You wrote you are driving a work truck- so I will jump to the conclusion that you are operating in the furtherance of a commercial enterprise. If the GVWR (Gross Vehicle Weight Rating that the manufacturer places on a vehicle when they build it) of the truck is 10,001 lbs or more then you are considered a commercial motor vehicle under Federal Regulations. If you are driving a combination vehicle (e.g. truck and trailer) then you add the GVWR of the truck and trailer together to see if they are 10,001 lbs GCWR (Gross Combination Weight Rating) or more.

The GVWR can be found on the federal certification label generally located on the driver door jamb or right behind the driver on the interior of the truck cab.

So- the simple answer is YES you have to stop at weigh / inspection stations or you may be subject to fines for failing to stop (some of these can be HUGE depending on the state).

As to why other trucks don't stop- many stations have PRE-PASS and other systems in place that allow trucks to bypass the scales under monitor of a special computer system, video cameras, and radio transponder in the truck. Many of these stations are even able to weigh these trucks as they approach at highway speed with weigh-in-motion systems buried in the highway. If they are overweight the system directs them to stop at the station- the system also randomly will direct trucks to come into the stations for inspection.

A final note- remember as a commericial vehicle you are open to inspection at any time without reasonable suspicion or probable cause that a violation exists- it doesn't just have to be at a station. Qualified officers can stop for safety inspection at any time if they choose to do so and drivers are required to produce all documents and cooperate with the inspection.

NBW791
04-07-2008, 01:56 AM
In MD, the signs say "All commercial vehicles must cross scales" - which oddly includes passenger buses!

They certainly are subject to the regs. They are considered, "Passenge carrying CMVs" instead of "Property carrying CMVs". Their rules are very similar to property carrying, with the exception of hours of service (log books).

As for getting the green light, they ARE subject to inspection, but they don't get inspected very often because you have to find a place for all the passengers to safely go. Usually they are inspected back at their depot or wherever, so the inspector can just go down below in a pit (just like at Jiffy Lube) instead of having to use a creeper. And really, who wants to deal with 85 blue hairs on a cross country trek? :D

PhilipCal
04-12-2008, 03:14 PM
Given the choice, I believe I'd rather put up with the Operator's bored look, than see the red/blue lights in my rear view mirror. As noted, when you observe the weigh station sign ,pull in. If they wave you through, that's great too.

3rd_shift
04-14-2008, 05:18 PM
Given the choice, I believe I'd rather put up with the Operator's bored look, than see the red/blue lights in my rear view mirror. As noted, when you observe the weigh station sign ,pull in.
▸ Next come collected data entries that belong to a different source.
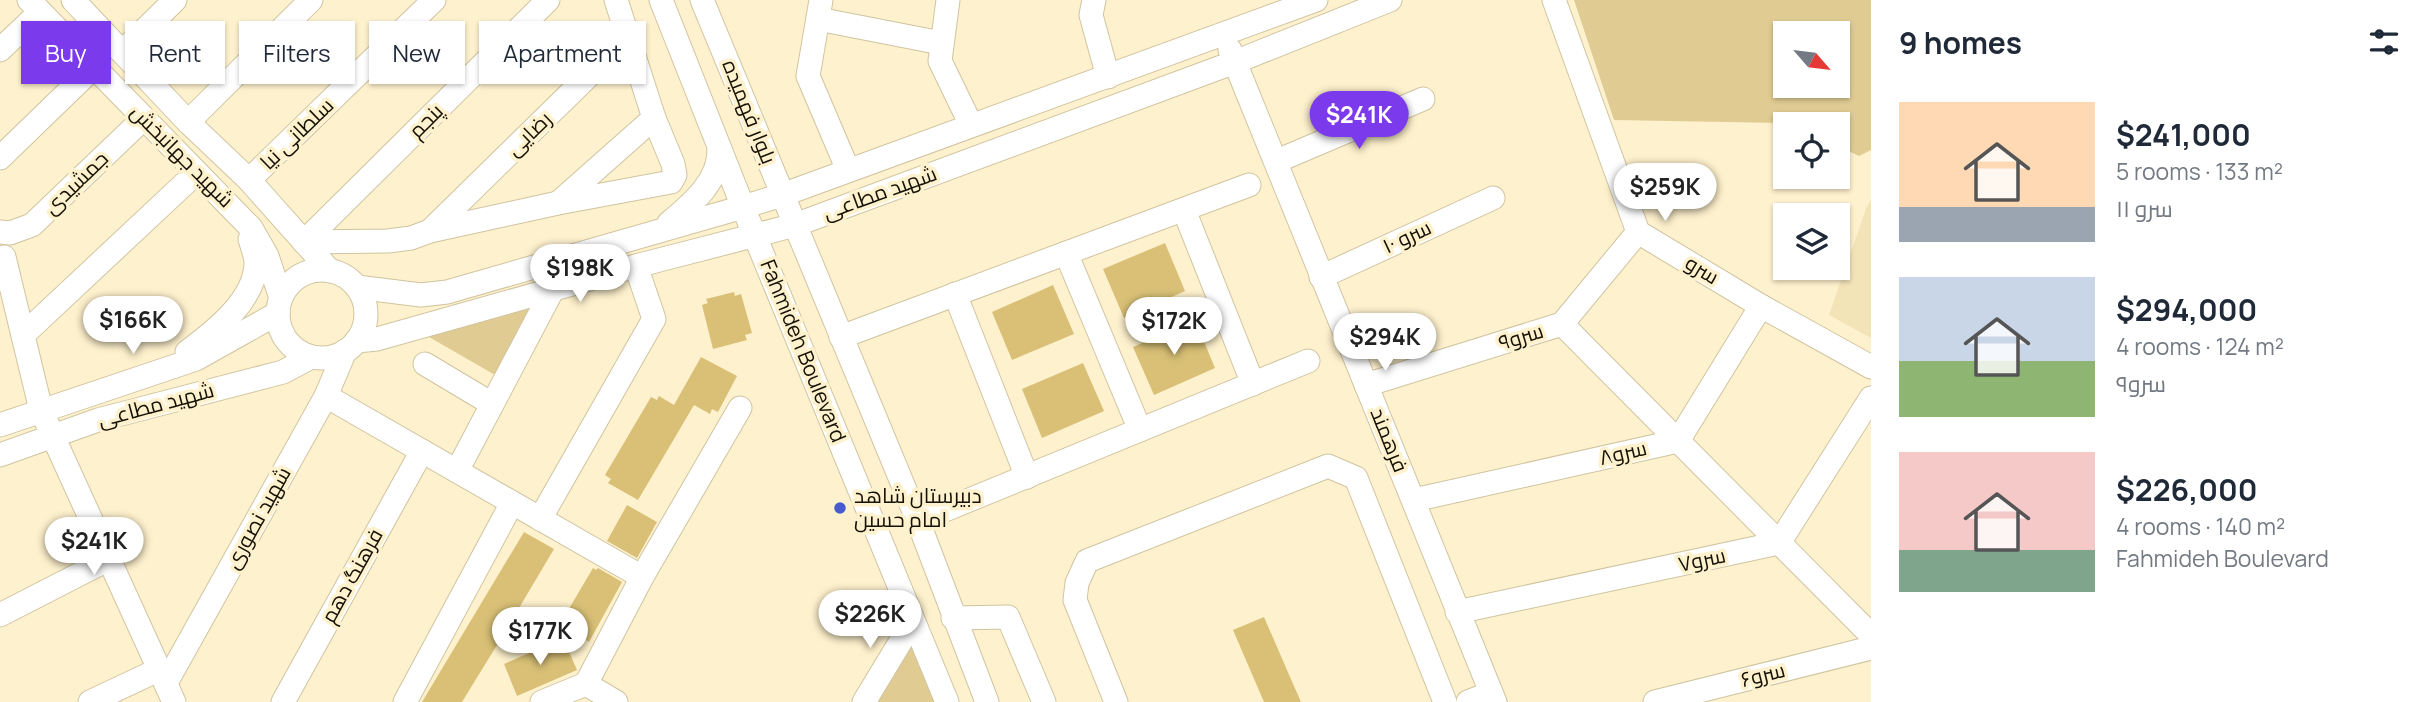 <!DOCTYPE html>
<meta charset="utf-8">
<style>
body{margin:0;font-family:Manrope,Cairo,sans-serif;background:#f2f2f3;color:#1f2937;height:100vh;display:flex;flex-direction:column;font-size:26px;white-space:nowrap}
*{box-sizing:border-box;margin:0}
p{font-size:23px;color:#747a83}
.icon{flex:none;width:38px;height:38px;fill:none;stroke:currentColor;stroke-width:2;stroke-linecap:round;stroke-linejoin:round}
.map{position:relative;flex:1;overflow:hidden}
.drawer{display:flex;flex-direction:column;background:#fff;width:560px}
.drawer>*{flex:none}
.hud{position:absolute;left:21px;top:21px;width:665px;height:63px;display:flex;gap:14px}
.needle{width:46px;rotate:118deg}
.controls{position:absolute;left:1773px;top:21px;display:grid;gap:14px}
.controls a{display:grid;place-items:center;width:77px;height:77px;border-radius:0px;background:#fff;box-shadow:0 2px 5px #0004;font-size:35px}
.price{position:absolute;translate:-50% -60px;padding:0 16px;border-radius:24px;background:#fff;color:#222;font-size:23px;line-height:46px;filter:drop-shadow(0 2px 4px #0008)}
.price::after{content:'';position:absolute;left:50%;top:42px;width:21px;height:16px;margin-left:-10px;background:inherit;clip-path:polygon(0 0,100% 0,50% 100%)}
.price.selected{background:#7c3aed;color:#fff}
ul{padding:0;list-style:none}
li{display:flex;align-items:center;gap:21px;height:175px;padding:0 28px}
li span{display:grid;place-items:center;flex:none;width:196px;height:140px;border-radius:0px;color:#555}
li>.icon{margin-inline-start:auto}
span .icon{width:84px;height:84px;fill:#fffc;stroke-width:1}
li b{font-size:30px}
h2{display:flex;justify-content:space-between;align-items:center;height:84px;padding:0 28px;font-size:30px}
.pill{padding:0 24px;border-radius:0px;background:#fff;box-shadow:0 2px 5px #0004;font-size:24px;line-height:63px}
.pill.selected{background:#7c3aed;color:#fff}
main{display:flex;flex:1;min-height:0}
.map>svg:first-child{display:block}
.built{fill:#f3e4b8}
.green{fill:#e0cc93;fill-rule:evenodd}
.building{fill:#d9c076}
.lines{fill:none;stroke-linecap:round;stroke-linejoin:round}
.minor-casing{stroke:#d0c4a0;stroke-width:25}
.minor{stroke:#fff;stroke-width:23}
.poi-dot{fill:#475bcf;stroke:#fef1cd;stroke-width:2.5}
.labels{text-anchor:middle;stroke-width:7;stroke-linejoin:round;paint-order:stroke}
.street-label{font-size:21px;fill:#151105;stroke:#fef1cd}
.poi-label{font-size:21px;fill:#151105;stroke:#fef1cd;text-anchor:start}
</style>
<main>
<div class="map">
<svg width="1871" height="702" viewBox="0 0 1871 702">
<rect width="100%" height="100%" fill="#fef1cd"/>
<polygon class="built" points="1871,200 1871,338 1829,315 1867,206"/>
<g class="green">
<path d="M1574,0H1871V150L1859,156L1838,146V124L1614,120ZM1838,33V86H1785V33Z"/>
<polygon points="536,300 495,375 429,337"/>
<polygon points="912,638 938,702 875,702"/>
</g>
<g class="building">
<polygon points="1165,243 1185,291 1124,318 1103,269"/>
<polygon points="1053,285 1074,334 1012,360 992,312"/>
<polygon points="734,292 735,296 741,294 752,333 745,335 747,340 713,349 702,305 708,303 706,299"/>
<polygon points="1195,320 1215,368 1154,395 1133,347"/>
<polygon points="701,357 737,376 718,412 712,409 710,414 694,405 638,500 608,483 611,479 605,475 651,397 657,400 659,396 674,405"/>
<polygon points="1083,363 1104,411 1042,438 1022,389"/>
<polygon points="627,505 657,522 637,558 607,541"/>
<polygon points="524,532 554,549 497,645 462,702 422,702"/>
<polygon points="593,568 596,570 598,568 622,582 589,642 560,624"/>
<polygon points="1264,617 1290,677 1301,702 1264,702 1233,630"/>
<polygon points="563,638 577,670 517,696 504,664"/>
</g>
<g class="lines">
<defs>
<g id="minor">
<polyline points="29,0 251,228 267,256 281,298"/>
<polyline points="73,0 188,122 249,180 330,271"/>
<polyline points="661,0 743,207 947,702"/>
<polyline points="702,0 918,521 987,702"/>
<polyline points="821,0 808,76 848,170"/>
<polyline points="948,0 940,61 971,125"/>
<polyline points="1094,0 1091,15 1108,77"/>
<polyline points="1554,0 1638,232 1761,306 1871,367"/>
<polyline points="818,19 941,43"/>
<polyline points="0,50 40,12"/>
<polyline points="1230,50 1495,702"/>
<polyline points="122,52 175,0"/>
<polyline points="188,122 311,0"/>
<polyline points="0,158 94,67"/>
<polyline points="1277,161 1423,99"/>
<polyline points="249,180 434,0"/>
<polyline points="558,203 654,118"/>
<polyline points="1184,210 1253,384"/>
<path d="M669,223C692,204 721,180 719,147"/>
<polyline points="430,231 628,37"/>
<polyline points="0,232 10,233 32,225 144,118"/>
<polyline points="304,242 388,241 411,238 430,231 558,203 671,182 675,175 673,164 654,118 616,0"/>
<polyline points="304,242 548,0"/>
<polyline points="1066,253 1140,430"/>
<polyline points="0,260 4,257 41,410 174,702"/>
<circle cx="322" cy="314" r="44"/>
<polyline points="1321,277 1493,198"/>
<polyline points="357,287 421,295 447,292 743,207 782,195 1316,0"/>
<polyline points="955,294 1027,477"/>
<polyline points="1562,324 1871,635"/>
<polyline points="23,335 196,173"/>
<polyline points="841,337 1249,185"/>
<polyline points="356,341 377,339 636,266 795,225 1235,62 1390,0"/>
<path d="M187,352C214,332 257,299 256,261C255,254 252,246 250,239"/>
<polyline points="425,364 492,404"/>
<polyline points="1366,385 1562,324 1638,232"/>
<polyline points="326,396 642,577"/>
<polyline points="0,425 196,359 278,313"/>
<polyline points="0,455 98,420 283,372 311,357"/>
<polyline points="457,471 553,289"/>
<polyline points="1414,500 1678,441 1761,306"/>
<polyline points="540,519 654,319 636,266"/>
<polyline points="918,521 1308,361"/>
<polyline points="1457,612 1779,543 1871,398"/>
<polyline points="0,615 109,559"/>
<polyline points="953,618 1008,617 1044,702"/>
<polyline points="166,683 326,396 345,351"/>
<polyline points="586,684 642,577 740,408"/>
<polyline points="586,684 616,702"/>
<polyline points="90,702 160,669"/>
<polyline points="283,702 422,451"/>
<polyline points="405,702 512,503"/>
<polyline points="542,702 586,684"/>
<polyline points="864,702 913,621"/>
<polyline points="1116,702 1075,600 1077,583 1087,561 1328,466 1356,478 1445,702"/>
<polyline points="1468,702 1491,693"/>
<polyline points="1655,702 1871,648"/>
</g>
</defs>
<use href="#minor" class="minor-casing"/>
<use href="#minor" class="minor"/>
</g>
<circle class="poi-dot" cx="840" cy="508" r="7"/>
<g class="labels">
<g class="street-label">
<text transform="translate(749 112) rotate(68)" y="7">بلوار فهمیده</text>
<text transform="translate(426 121) rotate(-45)" y="7">پنجم</text>
<text transform="translate(297 134) rotate(-44)" y="7">سلطانی نیا</text>
<text transform="translate(529 134) rotate(-44)" y="7">رضایی</text>
<text transform="translate(182 156) rotate(45)" y="7">شهید جهانبخش</text>
<text transform="translate(76 183) rotate(-44)" y="7">جمشیدی</text>
<text transform="translate(880 193) rotate(-20)" y="7">شهید مطاعی</text>
<text transform="translate(1407 237) rotate(-25)" y="7">سرو ۱۰</text>
<text transform="translate(1702 270) rotate(31)" y="7">سرو</text>
<text transform="translate(1521 337) rotate(-17)" y="7">سرو۹</text>
<text transform="translate(803 351) rotate(68)" y="7">Fahmideh Boulevard</text>
<text transform="translate(156 405) rotate(-15)" y="7">شهید مطاعی</text>
<text transform="translate(1389 440) rotate(68)" y="7">فرهمند</text>
<text transform="translate(1623 453) rotate(-13)" y="7">سرو۸</text>
<text transform="translate(258 518) rotate(-61)" y="7">شهید نصوری</text>
<text transform="translate(1702 560) rotate(-12)" y="7">سرو۷</text>
<text transform="translate(352 576) rotate(-61)" y="7">فرهنگ دهم</text>
<text transform="translate(1763 675) rotate(-14)" y="7">سرو۶</text>
</g>
<g class="poi-label">
<text x="854" y="503">دبیرستان شاهد<tspan x="854" dy="24">امام حسین</tspan></text>
</g>
</g>
</svg>
<div class="controls">
<a><svg class="needle" viewBox="-14 -14 28 28"><path d="M0-13l5 13h-10z" fill="#e53935"/><path d="M0 13l5-13h-10z" fill="#747a83"/></svg></a>
<a><svg class="icon" aria-label="locate" viewBox="0 0 24 24"><circle cx="12" cy="12" r="6"/><path d="M12 2v4M12 18v4M2 12h4M18 12h4"/></svg></a>
<a><svg class="icon" aria-label="layers" viewBox="0 0 24 24"><path d="M12 4l9 5-9 5-9-5zM3 14l9 5 9-5"/></svg></a>
</div>
<b class="price selected" style="left:1359px;top:151px">$241K</b>
<b class="price" style="left:1665px;top:223px">$259K</b>
<b class="price" style="left:580px;top:304px">$198K</b>
<b class="price" style="left:133px;top:356px">$166K</b>
<b class="price" style="left:1174px;top:357px">$172K</b>
<b class="price" style="left:1385px;top:373px">$294K</b>
<b class="price" style="left:94px;top:577px">$241K</b>
<b class="price" style="left:870px;top:650px">$226K</b>
<b class="price" style="left:540px;top:667px">$177K</b>
<div class="hud">
<a class="pill selected">Buy</a>
<a class="pill">Rent</a>
<a class="pill">Filters</a>
<a class="pill">New</a>
<a class="pill">Apartment</a>
</div>
</div>
<section class="drawer">
<h2>9 homes<svg class="icon" aria-label="filters" viewBox="0 0 24 24"><path d="M4 7h16M4 17h16"/><circle cx="9" cy="7" r="2"/><circle cx="15" cy="17" r="2"/></svg></h2>
<ul>
<li><span style="background:linear-gradient(#ffd9b3 75%,#9aa5b1 0)"><svg class="icon" aria-label="home" viewBox="0 0 24 24"><path d="M3 11l9-7 9 7M6 9v11h12V9"/></svg></span><div><b>$241,000</b><p>5 rooms · 133 m²</p><p>۱۱ سرو</p></div></li>
<li><span style="background:linear-gradient(#c9d6e8 60%,#8fb573 0)"><svg class="icon" aria-label="home" viewBox="0 0 24 24"><path d="M3 11l9-7 9 7M6 9v11h12V9"/></svg></span><div><b>$294,000</b><p>4 rooms · 124 m²</p><p>سرو۹</p></div></li>
<li><span style="background:linear-gradient(#f6c9c9 70%,#7fa58c 0)"><svg class="icon" aria-label="home" viewBox="0 0 24 24"><path d="M3 11l9-7 9 7M6 9v11h12V9"/></svg></span><div><b>$226,000</b><p>4 rooms · 140 m²</p><p>Fahmideh Boulevard</p></div></li>
</ul>
</section>
</main>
If they wave you through, that's great too.

Looks good to me.
I'll just keep pulling into those then. ;)
I mean, what the hay.....

Thanks. :)

rayder1
04-19-2008, 04:26 AM
CVSA ( Commercial Vehicle Safety Alliance) has standards nationwide to train people in inspecting everything from F250's to 150k 8 axle cranes.
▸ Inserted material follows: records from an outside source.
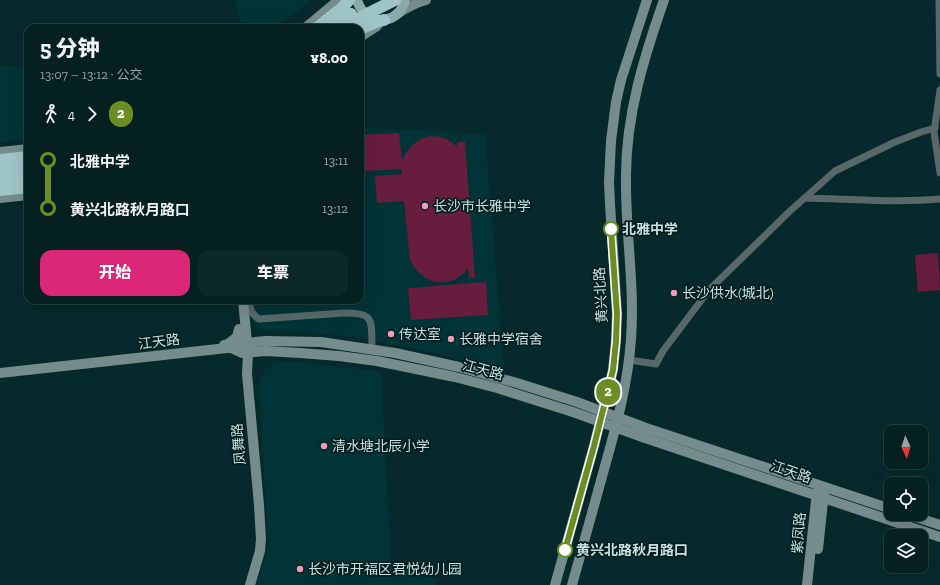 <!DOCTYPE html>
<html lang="zh">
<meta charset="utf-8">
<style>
body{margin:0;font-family:"Zilla Slab","Noto Sans SC",serif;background:#0d2829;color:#f1f3f6;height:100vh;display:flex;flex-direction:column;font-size:15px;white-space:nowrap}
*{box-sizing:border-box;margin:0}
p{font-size:13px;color:#97a3a5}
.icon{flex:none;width:22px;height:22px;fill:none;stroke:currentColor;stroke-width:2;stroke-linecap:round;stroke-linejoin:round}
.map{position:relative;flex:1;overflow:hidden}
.sheet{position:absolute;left:24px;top:24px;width:340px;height:280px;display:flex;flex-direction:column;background:#042020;border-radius:12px;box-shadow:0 4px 16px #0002,0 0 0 1px #253e3e}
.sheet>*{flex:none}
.badge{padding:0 8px;border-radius:13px;font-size:14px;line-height:26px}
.needle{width:26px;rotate:176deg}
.buttons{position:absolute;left:884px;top:425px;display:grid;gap:8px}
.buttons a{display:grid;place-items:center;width:44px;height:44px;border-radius:8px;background:#042020;box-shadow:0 4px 16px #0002,0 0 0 1px #253e3e;font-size:20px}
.map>.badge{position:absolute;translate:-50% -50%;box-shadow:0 0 0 2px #fff}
.legs{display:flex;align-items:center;gap:6px;height:44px;padding:0 16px;font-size:13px}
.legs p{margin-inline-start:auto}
.headline{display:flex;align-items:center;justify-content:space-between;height:68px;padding:0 16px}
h1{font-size:22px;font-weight:800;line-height:30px}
.primary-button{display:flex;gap:8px;margin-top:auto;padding:8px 16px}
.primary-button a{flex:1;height:46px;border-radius:12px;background:#db2777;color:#fff;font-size:16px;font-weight:800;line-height:46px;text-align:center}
.primary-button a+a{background:#0d2829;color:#f1f3f6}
ul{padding:0 16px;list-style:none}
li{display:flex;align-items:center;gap:14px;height:48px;font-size:15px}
li i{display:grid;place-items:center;width:6px;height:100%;margin:0 5px;background:currentColor}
li i::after{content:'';width:10px;height:10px;margin:-5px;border:3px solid;border-radius:50%;background:#042020}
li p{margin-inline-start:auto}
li:first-child i{background:linear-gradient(#0000 50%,currentColor 0)}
li:last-child i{background:linear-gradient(currentColor 50%,#0000 0)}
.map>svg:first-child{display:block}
.built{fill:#013436}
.green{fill:#671d3d}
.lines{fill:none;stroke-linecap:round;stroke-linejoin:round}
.street{stroke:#586767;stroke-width:7}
.secondary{stroke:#758c8d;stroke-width:10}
.primary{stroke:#8baaaa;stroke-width:10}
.highway{stroke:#9fc4c5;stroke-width:12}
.highway-bridge{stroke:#9fc4c5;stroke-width:12}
.line-1-casing{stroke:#fff;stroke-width:9}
.line-1{stroke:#6b8e23;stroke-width:6}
.poi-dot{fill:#ef9ab8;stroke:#002021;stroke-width:1.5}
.stop-1-dot{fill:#fff;stroke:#6b8e23;stroke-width:2}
.labels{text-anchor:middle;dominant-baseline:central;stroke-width:3.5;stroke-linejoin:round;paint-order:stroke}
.poi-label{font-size:14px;fill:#cbdede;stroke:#002021;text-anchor:start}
.stop-label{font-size:14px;font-weight:bold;fill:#cbdede;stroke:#002021;text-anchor:start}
.street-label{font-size:14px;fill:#cbdede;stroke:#002021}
</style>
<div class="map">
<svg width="940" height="585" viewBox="0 0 940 585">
<rect width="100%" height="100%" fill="#062a2b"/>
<g class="built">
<polygon points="234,0 310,0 284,22 269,28 243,28"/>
<polygon points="28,66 28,139 0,142 0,67"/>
<polygon points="360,82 362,86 363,128 485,134 504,370 411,348 353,337 305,332 270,331 259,328 254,324 251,316 249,300 360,300"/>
<polygon points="277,362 306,363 381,371 391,564 438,580 436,585 256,585 268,549 268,543 259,387 261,376 267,368"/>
</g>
<g class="green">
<path d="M399,133L402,160C406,154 409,147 415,143C427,132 447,135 457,147V142H465L475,278H469L468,268C451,291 421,285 410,260L404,201L377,203L375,176L402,174V169L365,171L361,135Z"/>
<polygon points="938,253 940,290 918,292 915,255"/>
<polygon points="486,282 488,315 411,320 408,288"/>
</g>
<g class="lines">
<g class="street">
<polyline points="939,0 940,74"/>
<polyline points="940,90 934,132 940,173"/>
<polyline points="360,177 361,191 360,197"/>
<path d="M805,198C850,199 895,203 940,199"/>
<path d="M249,300C250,309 251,314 259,319L344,313C376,312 371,322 372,349"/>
<polyline points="629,360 656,364 663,351 709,290 790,211 835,171 895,142 921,132 935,128"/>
</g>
<g class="secondary">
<path d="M397,14C406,8 415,3 426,0"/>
<polyline points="305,28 339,0"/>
<polyline points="360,37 377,26"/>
<polyline points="0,152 28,149"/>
<polyline points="0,198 28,195"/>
<polyline points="243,300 248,353 247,374 259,505 261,539 260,551 250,585"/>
<polyline points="228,344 237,337 239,329"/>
<polyline points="224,345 266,341 321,342 395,353 459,367 517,383 577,402 646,428 891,509"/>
<polyline points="0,373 227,348 231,348 242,353 266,351 300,353 339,356 377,361 455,377 497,388 573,412 645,438 940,537"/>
<polyline points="907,514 940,525"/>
<polyline points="818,549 824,492"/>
<polyline points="555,585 594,446 613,370 616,341 617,314 610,204 609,182 611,141 616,102 621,80 647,0"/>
<path d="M572,585C583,545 594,505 605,466C617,423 628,383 631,339C635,284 625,230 626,176C626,115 644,57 664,0"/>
<polyline points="807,585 817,491"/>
</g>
<path class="primary" d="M357,0C364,26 399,27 405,0"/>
<g class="highway">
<polyline points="317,28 342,8 349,0"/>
<polyline points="360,29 376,22 384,20"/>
<polyline points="0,160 28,157"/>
<polyline points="0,168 28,166"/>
<polyline points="0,179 28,177"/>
<polyline points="0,190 28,187"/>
</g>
<g class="highway-bridge">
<polyline points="330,28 351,14"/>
<polyline points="344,28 365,15 395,0"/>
</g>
</g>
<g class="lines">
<defs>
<polyline id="line-1" points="565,550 594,446 613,370 616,341 617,314 611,229"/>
</defs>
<use href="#line-1" class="line-1-casing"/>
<use href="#line-1" class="line-1"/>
</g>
<g class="poi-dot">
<circle cx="425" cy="206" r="4"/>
<circle cx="674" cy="293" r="4"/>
<circle cx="391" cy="334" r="4"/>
<circle cx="451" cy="339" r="4"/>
<circle cx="324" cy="446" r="4"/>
<circle cx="300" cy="569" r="4"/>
</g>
<g class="stop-1-dot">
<circle cx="611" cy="229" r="7"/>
<circle cx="565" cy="550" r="7"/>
</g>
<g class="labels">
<g class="poi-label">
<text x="433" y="206">长沙市长雅中学</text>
<text x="682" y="293">长沙供水(城北)</text>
<text x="399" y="334">传达室</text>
<text x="459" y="339">长雅中学宿舍</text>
<text x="332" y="446">清水塘北辰小学</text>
<text x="308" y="569">长沙市开福区君悦幼儿园</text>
</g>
<g class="stop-label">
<text x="622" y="229">北雅中学</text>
<text x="576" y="550">黄兴北路秋月路口</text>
</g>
<g class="street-label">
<text transform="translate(601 295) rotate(-93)">黄兴北路</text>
<text transform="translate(159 342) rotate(-7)">江天路</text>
<text transform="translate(483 370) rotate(15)">江天路</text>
<text transform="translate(239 444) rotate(-95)">凤舞路</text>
<text transform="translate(791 472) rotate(19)">江天路</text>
<text transform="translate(799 533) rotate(-85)">紫凤路</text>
</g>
</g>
</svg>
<div class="buttons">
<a><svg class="needle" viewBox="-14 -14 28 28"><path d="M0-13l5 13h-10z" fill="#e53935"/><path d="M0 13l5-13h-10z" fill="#97a3a5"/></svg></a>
<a><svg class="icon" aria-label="locate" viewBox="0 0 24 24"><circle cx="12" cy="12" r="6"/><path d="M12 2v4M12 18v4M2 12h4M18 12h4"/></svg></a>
<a><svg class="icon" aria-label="layers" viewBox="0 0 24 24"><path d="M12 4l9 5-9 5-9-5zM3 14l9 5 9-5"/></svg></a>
</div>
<b class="badge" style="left:608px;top:392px;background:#6b8e23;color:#fff">2</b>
<section class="sheet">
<div class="headline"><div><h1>5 分钟</h1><p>13:07 – 13:12 · 公交</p></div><b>¥8.00</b></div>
<div class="legs"><svg class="icon" aria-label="walk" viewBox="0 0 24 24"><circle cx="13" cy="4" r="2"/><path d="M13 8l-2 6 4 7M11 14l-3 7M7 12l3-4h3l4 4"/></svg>4<svg class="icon" aria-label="forward" viewBox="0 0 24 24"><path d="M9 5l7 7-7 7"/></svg><b class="badge" style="background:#6b8e23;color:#fff">2</b></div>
<ul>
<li><i style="color:#6b8e23"></i><b>北雅中学</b><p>13:11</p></li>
<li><i style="color:#6b8e23"></i><b>黄兴北路秋月路口</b><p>13:12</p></li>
</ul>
<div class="primary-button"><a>开始</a><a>车票</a></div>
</section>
</div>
California has rules to pull in if you have a special type of license and you are driving a regulated vehicle and not a big RV / limo / tour bus etc. Technically...pool service trucks should pull in even though most are small pick ups...but they carry reportable quantities of Chlorine..so they are regulated. Stuff like that.

If you are asking yourself if you should pull in to a scale...pull in to the scale.